In a study published in Cell Research, Prof. YAO Xuebiao’s team from University of Science and Technology of China (USTC) of the Chinese Academy of Sciecnes (CAS),collaborating with ZHANG Rongguang’s team from Shanghai Institute of Biochemistry & Cell Biology of CAS, reported a breakthrough in decoding the structure elements underlying BubR1 kinase.
Based on the crystal structure of BubR1 they solved, the researchers identified a first in class kinase inhibitor coined bubristatin from Chinese herbs. Using bubristatin as the tool, theyuncovered a novel signaling cascade BubR1-CENP-E in cell division control.
Serious error can occur in cell’s division, especially in the phase when chromosomes are separated from one another. BubR1 was found as an important mitotic regulator to ensure the health and quality of daughter cells during cell division.
“Similar to security checkpoints in airports, cells of our body also have the checking systems to prevent accidents, if some stuff in our luggage are inappropriate, we have to wait longer and get rid of them,” said YAO.
There are many reports regarding the perturbation of BubR1 function in the pathogenesis of gastric cancer and liver cancer. However, it has remained elusive that how perturbation of BubR1 function contributes to tumor formation and progression, and what can be done to make correction so incidence of gastrointestinal tumor can be reduced.
Prof. YAO’s team have embarked on their mission to decode BubR1 structure-activity relationship since 2012. They studied the crystal structure of BubR1, and revealed that the BubR1 kinase domain adopts a canonical kinase fold with an unusual N-terminal extension that wraps around its N-lobe and stabilizes the activation segment through hydrophobic interactions.
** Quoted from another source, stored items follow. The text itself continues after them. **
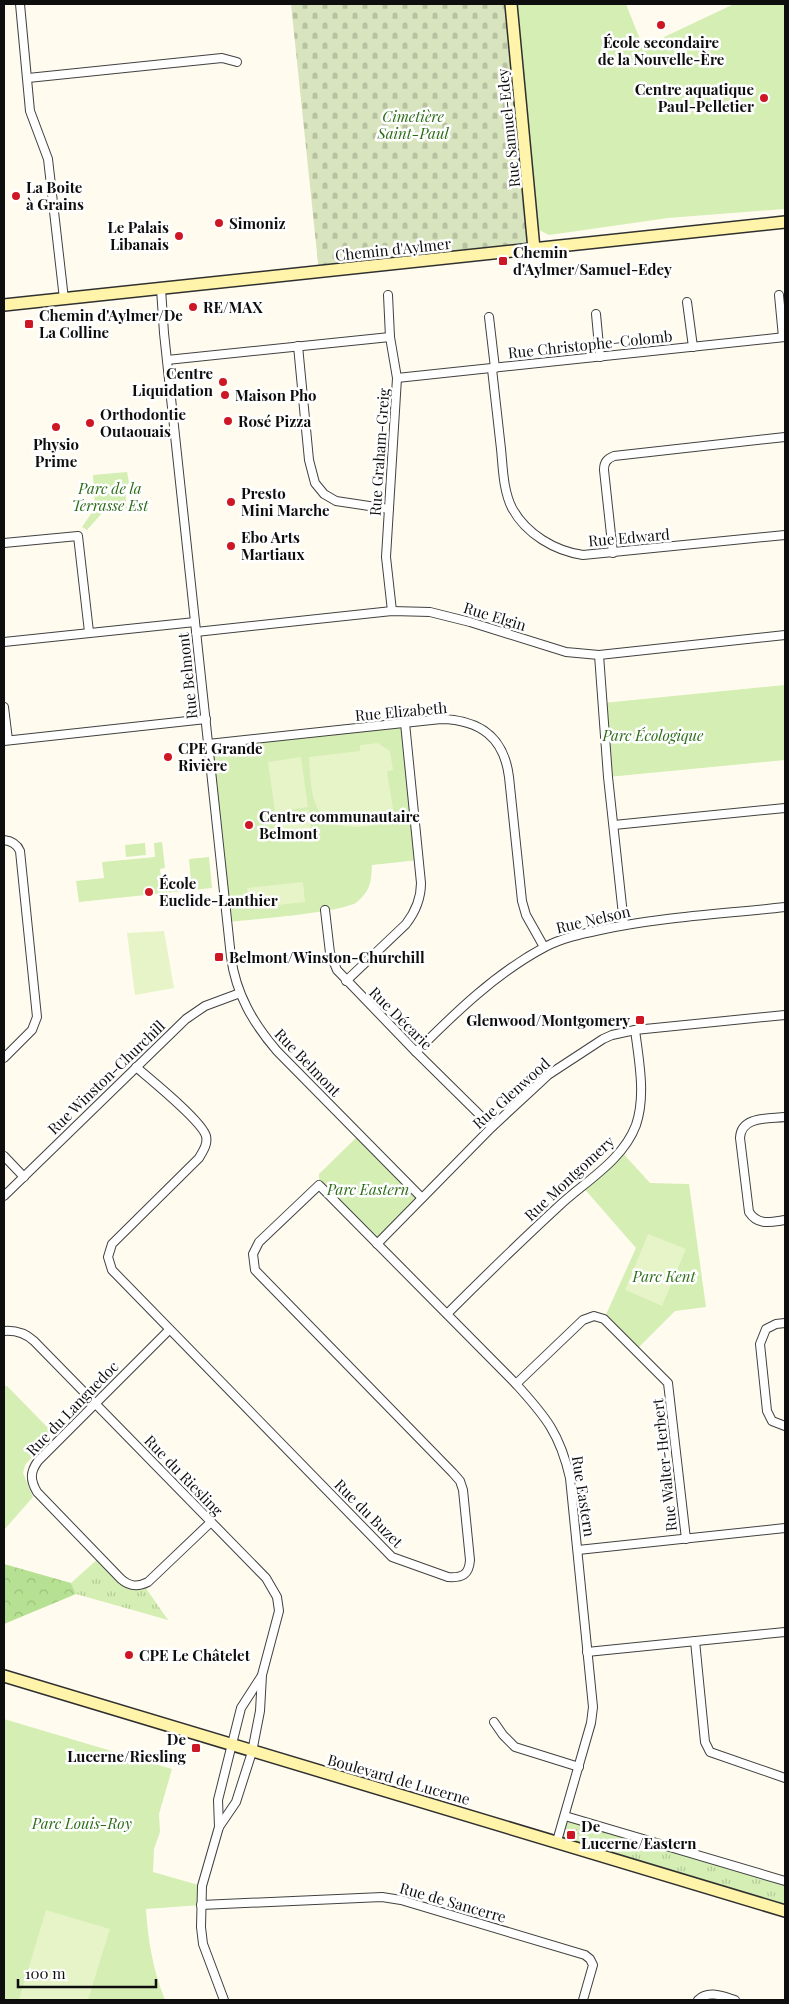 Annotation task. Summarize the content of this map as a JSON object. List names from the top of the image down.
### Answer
{
  "streets": {
    "main road": ["Rue Samuel-Edey", "Chemin d'Aylmer", "Boulevard de Lucerne"],
    "street": [
      "Rue Christophe-Colomb",
      "Rue Graham-Greig",
      "Rue Edward",
      "Rue Elgin",
      "Rue Belmont",
      "Rue Elizabeth",
      "Rue Nelson",
      "Rue Décarie",
      "Rue Winston-Churchill",
      "Rue Glenwood",
      "Rue Montgomery",
      "Rue du Languedoc",
      "Rue Walter-Herbert",
      "Rue du Riesling",
      "Rue Eastern",
      "Rue du Buzet",
      "Rue de Sancerre"
    ]
  },
  "crossings": [
    ["Rue Samuel-Edey", "Chemin d'Aylmer"],
    ["Chemin d'Aylmer", "Rue Belmont"],
    ["Rue Christophe-Colomb", "Rue Graham-Greig"],
    ["Rue Christophe-Colomb", "Rue Edward"],
    ["Rue Graham-Greig", "Rue Elgin"],
    ["Rue Elgin", "Rue Belmont"],
    ["Rue Belmont", "Rue Elizabeth"],
    ["Rue Belmont", "Rue Winston-Churchill"],
    ["Rue Belmont", "Rue Glenwood"],
    ["Rue Elizabeth", "Rue Nelson"],
    ["Rue Nelson", "Rue Décarie"],
    ["Rue Décarie", "Rue Glenwood"],
    ["Rue Winston-Churchill", "Rue du Buzet"],
    ["Rue Glenwood", "Rue Montgomery"],
    ["Rue Glenwood", "Rue Eastern"],
    ["Rue Montgomery", "Rue Eastern"],
    ["Rue du Languedoc", "Rue du Riesling"],
    ["Rue du Languedoc", "Rue du Buzet"],
    ["Rue Walter-Herbert", "Rue Eastern"],
    ["Rue du Riesling", "Boulevard de Lucerne"],
    ["Rue Eastern", "Rue du Buzet"],
    ["Rue Eastern", "Boulevard de Lucerne"]
  ],
  "parks": [
    "Cimetière Saint-Paul",
    "Parc de la Terrasse Est",
    "Parc Écologique",
    "Parc Eastern",
    "Parc Kent",
    "Parc Louis-Roy"
  ],
  "places": {
    "other": [
      "École secondaire de la Nouvelle-Ère",
      "Centre aquatique Paul-Pelletier",
      "La Boite à Grains",
      "Simoniz",
      "Le Palais Libanais",
      "RE/MAX",
      "Centre Liquidation",
      "Maison Pho",
      "Rosé Pizza",
      "Orthodontie Outaouais",
      "Physio Prime",
      "Presto Mini Marche",
      "Ebo Arts Martiaux",
      "CPE Grande Rivière",
      "Centre communautaire Belmont",
      "École Euclide-Lanthier",
      "CPE Le Châtelet"
    ],
    "transit": [
      "Chemin d'Aylmer/Samuel-Edey",
      "Chemin d'Aylmer/De La Colline",
      "Belmont/Winston-Churchill",
      "Glenwood/Montgomery",
      "De Lucerne/Riesling",
      "De Lucerne/Eastern"
    ]
  },
  "scale_bar": "100 m"
}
Crystal structures of BubR1. Credit: Yao/Nature
By studying BubR1, the researchers expand their knowledge of accuracy in mitosis, and dug further into the therapeutic applications. The challenge ahead is to translate the bubristatin into targeted chemotherapy in clinic oncology as many solid tumors such as hepatocarcinoma exhibit persistent hyperactivity of BubR1.
“A combination of disease-bearing BubR1 mutant gastrointestinal organoids... could be used to screen and identify synthetic lethal effects, an exciting avenue for precision therapeutics.”
USTC has been working on a novel educational and research plan on biology and medicine which will pave the way for engineering the first China-made targeted therapeutics from bubristatin.